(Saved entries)
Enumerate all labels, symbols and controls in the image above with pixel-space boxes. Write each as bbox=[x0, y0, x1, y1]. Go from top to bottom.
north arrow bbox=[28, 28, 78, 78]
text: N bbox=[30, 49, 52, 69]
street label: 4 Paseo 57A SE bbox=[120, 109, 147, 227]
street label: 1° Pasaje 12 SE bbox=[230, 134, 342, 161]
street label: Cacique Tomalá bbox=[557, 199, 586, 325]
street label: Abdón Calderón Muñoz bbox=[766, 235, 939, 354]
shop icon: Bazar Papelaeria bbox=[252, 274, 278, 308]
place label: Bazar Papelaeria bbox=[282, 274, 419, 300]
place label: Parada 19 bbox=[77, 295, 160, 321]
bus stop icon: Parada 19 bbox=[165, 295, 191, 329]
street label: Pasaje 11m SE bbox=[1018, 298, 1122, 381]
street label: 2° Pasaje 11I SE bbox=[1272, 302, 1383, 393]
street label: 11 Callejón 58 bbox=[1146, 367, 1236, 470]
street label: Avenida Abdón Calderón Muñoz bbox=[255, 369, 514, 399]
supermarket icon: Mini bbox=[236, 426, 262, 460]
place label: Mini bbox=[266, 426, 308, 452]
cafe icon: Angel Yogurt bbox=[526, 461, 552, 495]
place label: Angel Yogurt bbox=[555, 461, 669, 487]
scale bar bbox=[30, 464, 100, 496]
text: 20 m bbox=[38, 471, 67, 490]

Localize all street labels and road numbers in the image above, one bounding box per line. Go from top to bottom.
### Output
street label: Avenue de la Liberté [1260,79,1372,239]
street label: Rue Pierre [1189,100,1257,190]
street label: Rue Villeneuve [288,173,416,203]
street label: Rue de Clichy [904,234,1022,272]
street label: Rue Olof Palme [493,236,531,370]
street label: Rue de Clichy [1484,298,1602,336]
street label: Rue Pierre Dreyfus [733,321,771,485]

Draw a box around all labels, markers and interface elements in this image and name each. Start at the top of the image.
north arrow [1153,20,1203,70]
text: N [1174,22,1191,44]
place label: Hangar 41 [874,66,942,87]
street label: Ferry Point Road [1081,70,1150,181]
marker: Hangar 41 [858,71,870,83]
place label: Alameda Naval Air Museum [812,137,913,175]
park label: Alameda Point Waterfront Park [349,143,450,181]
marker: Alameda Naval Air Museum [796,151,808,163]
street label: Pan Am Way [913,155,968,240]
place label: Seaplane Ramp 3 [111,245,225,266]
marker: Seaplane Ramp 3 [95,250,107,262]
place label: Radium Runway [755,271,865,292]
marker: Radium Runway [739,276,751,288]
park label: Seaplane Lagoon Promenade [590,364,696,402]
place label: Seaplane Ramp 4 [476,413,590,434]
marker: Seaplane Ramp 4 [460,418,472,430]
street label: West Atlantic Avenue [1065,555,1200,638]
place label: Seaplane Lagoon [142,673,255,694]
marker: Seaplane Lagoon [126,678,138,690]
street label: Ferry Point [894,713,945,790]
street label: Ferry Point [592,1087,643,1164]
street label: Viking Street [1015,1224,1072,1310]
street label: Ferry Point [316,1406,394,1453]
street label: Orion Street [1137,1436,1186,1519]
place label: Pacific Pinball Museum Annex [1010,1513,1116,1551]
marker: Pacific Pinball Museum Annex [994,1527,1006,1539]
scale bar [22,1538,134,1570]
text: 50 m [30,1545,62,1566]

* What this task involves
A verbatim copy of every record is what you should return.

* Your solution
Enumerate all labels, symbols and controls in the image above with pixel-space boxes. Write each as bbox=[x0, y0, x1, y1]. Go from top to bottom.
north arrow bbox=[28, 28, 78, 78]
text: N bbox=[30, 49, 52, 69]
street label: 4 Paseo 57A SE bbox=[120, 109, 147, 227]
street label: 1° Pasaje 12 SE bbox=[230, 134, 342, 161]
street label: Cacique Tomalá bbox=[557, 199, 586, 325]
street label: Abdón Calderón Muñoz bbox=[766, 235, 939, 354]
shop icon: Bazar Papelaeria bbox=[252, 274, 278, 308]
place label: Bazar Papelaeria bbox=[282, 274, 419, 300]
place label: Parada 19 bbox=[77, 295, 160, 321]
bus stop icon: Parada 19 bbox=[165, 295, 191, 329]
street label: Pasaje 11m SE bbox=[1018, 298, 1122, 381]
street label: 2° Pasaje 11I SE bbox=[1272, 302, 1383, 393]
street label: 11 Callejón 58 bbox=[1146, 367, 1236, 470]
street label: Avenida Abdón Calderón Muñoz bbox=[255, 369, 514, 399]
supermarket icon: Mini bbox=[236, 426, 262, 460]
place label: Mini bbox=[266, 426, 308, 452]
cafe icon: Angel Yogurt bbox=[526, 461, 552, 495]
place label: Angel Yogurt bbox=[555, 461, 669, 487]
scale bar bbox=[30, 464, 100, 496]
text: 20 m bbox=[38, 471, 67, 490]

Localize all street labels and road numbers in the image above, one bounding box per line. Go from top to bottom.
### Output
street label: Avenue de la Liberté [1260,79,1372,239]
street label: Rue Pierre [1189,100,1257,190]
street label: Rue Villeneuve [288,173,416,203]
street label: Rue de Clichy [904,234,1022,272]
street label: Rue Olof Palme [493,236,531,370]
street label: Rue de Clichy [1484,298,1602,336]
street label: Rue Pierre Dreyfus [733,321,771,485]

Draw a box around all labels, markers and interface elements in this image and name each. Start at the top of the image.
north arrow [1153,20,1203,70]
text: N [1174,22,1191,44]
place label: Hangar 41 [874,66,942,87]
street label: Ferry Point Road [1081,70,1150,181]
marker: Hangar 41 [858,71,870,83]
place label: Alameda Naval Air Museum [812,137,913,175]
park label: Alameda Point Waterfront Park [349,143,450,181]
marker: Alameda Naval Air Museum [796,151,808,163]
street label: Pan Am Way [913,155,968,240]
place label: Seaplane Ramp 3 [111,245,225,266]
marker: Seaplane Ramp 3 [95,250,107,262]
place label: Radium Runway [755,271,865,292]
marker: Radium Runway [739,276,751,288]
park label: Seaplane Lagoon Promenade [590,364,696,402]
place label: Seaplane Ramp 4 [476,413,590,434]
marker: Seaplane Ramp 4 [460,418,472,430]
street label: West Atlantic Avenue [1065,555,1200,638]
place label: Seaplane Lagoon [142,673,255,694]
marker: Seaplane Lagoon [126,678,138,690]
street label: Ferry Point [894,713,945,790]
street label: Ferry Point [592,1087,643,1164]
street label: Viking Street [1015,1224,1072,1310]
street label: Ferry Point [316,1406,394,1453]
street label: Orion Street [1137,1436,1186,1519]
place label: Pacific Pinball Museum Annex [1010,1513,1116,1551]
marker: Pacific Pinball Museum Annex [994,1527,1006,1539]
scale bar [22,1538,134,1570]
text: 50 m [30,1545,62,1566]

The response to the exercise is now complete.